* The problem *
Count each line below that has the word "Output" in it, and give only the total.

* Data excerpt *

########

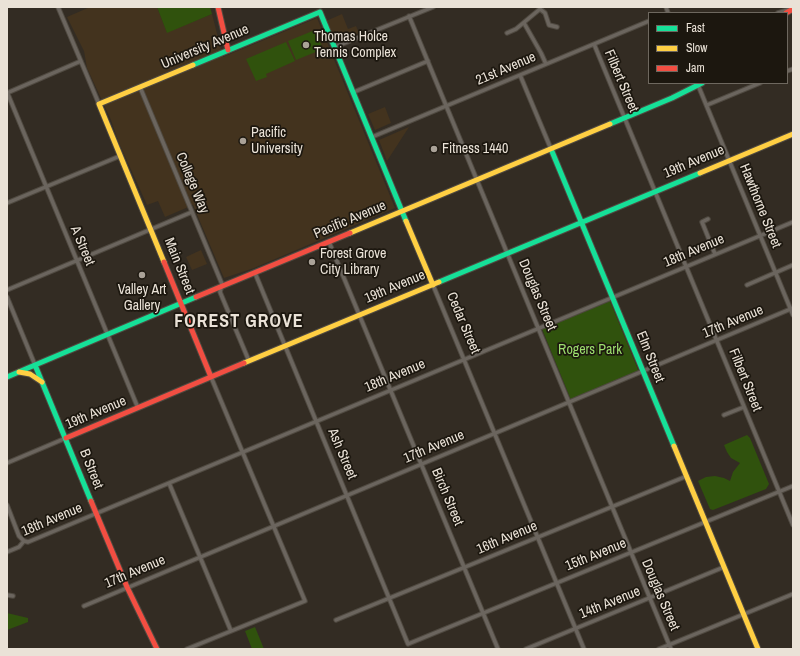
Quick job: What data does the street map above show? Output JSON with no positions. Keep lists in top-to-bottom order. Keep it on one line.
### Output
{"streets":{"main road":["University Avenue","19th Avenue","Pacific Avenue","Main Street","Cedar Street","Elm Street","B Street"],"street":["21st Avenue","Filbert Street","College Way","Hawthorne Street","A Street","18th Avenue","Douglas Street","17th Avenue","Ash Street","Birch Street","16th Avenue","15th Avenue","14th Avenue"]},"crossings":[["University Avenue","College Way"],["University Avenue","Main Street"],["University Avenue","Cedar Street"],["21st Avenue","Filbert Street"],["21st Avenue","Douglas Street"],["21st Avenue","Cedar Street"],["21st Avenue","Elm Street"],["Filbert Street","19th Avenue"],["Filbert Street","Pacific Avenue"],["Filbert Street","18th Avenue"],["Filbert Street","17th Avenue"],["Filbert Street","15th Avenue"],["19th Avenue","College Way"],["19th Avenue","Hawthorne Street"],["19th Avenue","A Street"],["19th Avenue","Main Street"],["19th Avenue","Douglas Street"],["19th Avenue","Cedar Street"],["19th Avenue","Elm Street"],["19th Avenue","Ash Street"],["19th Avenue","B Street"],["19th Avenue","Birch Street"],["College Way","Pacific Avenue"],["Hawthorne Street","Pacific Avenue"],["Hawthorne Street","18th Avenue"],["Hawthorne Street","17th Avenue"],["Pacific Avenue","A Street"],["Pacific Avenue","Main Street"],["Pacific Avenue","Douglas Street"],["Pacific Avenue","Cedar Street"],["Pacific Avenue","Elm Street"],["Pacific Avenue","Ash Street"],["Pacific Avenue","B Street"],["Pacific Avenue","Birch Street"],["18th Avenue","Main Street"],["18th Avenue","Douglas Street"],["18th Avenue","Cedar Street"],["18th Avenue","Elm Street"],["18th Avenue","Ash Street"],["18th Avenue","B Street"],["18th Avenue","Birch Street"],["Main Street","17th Avenue"],["Douglas Street","17th Avenue"],["Douglas Street","16th Avenue"],["Douglas Street","15th Avenue"],["Douglas Street","14th Avenue"],["17th Avenue","Cedar Street"],["17th Avenue","Elm Street"],["17th Avenue","Ash Street"],["17th Avenue","B Street"],["17th Avenue","Birch Street"],["Cedar Street","16th Avenue"],["Cedar Street","15th Avenue"],["Cedar Street","14th Avenue"],["Elm Street","16th Avenue"],["Elm Street","15th Avenue"],["Elm Street","14th Avenue"],["Ash Street","16th Avenue"],["Ash Street","15th Avenue"],["Birch Street","16th Avenue"],["Birch Street","15th Avenue"]],"districts":["FOREST GROVE"],"parks":["Rogers Park"],"places":["Thomas Holce Tennis Complex","Pacific University","Fitness 1440","Forest Grove City Library","Valley Art Gallery"],"legend":["Fast","Slow","Jam"]}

########

* Written solution *
2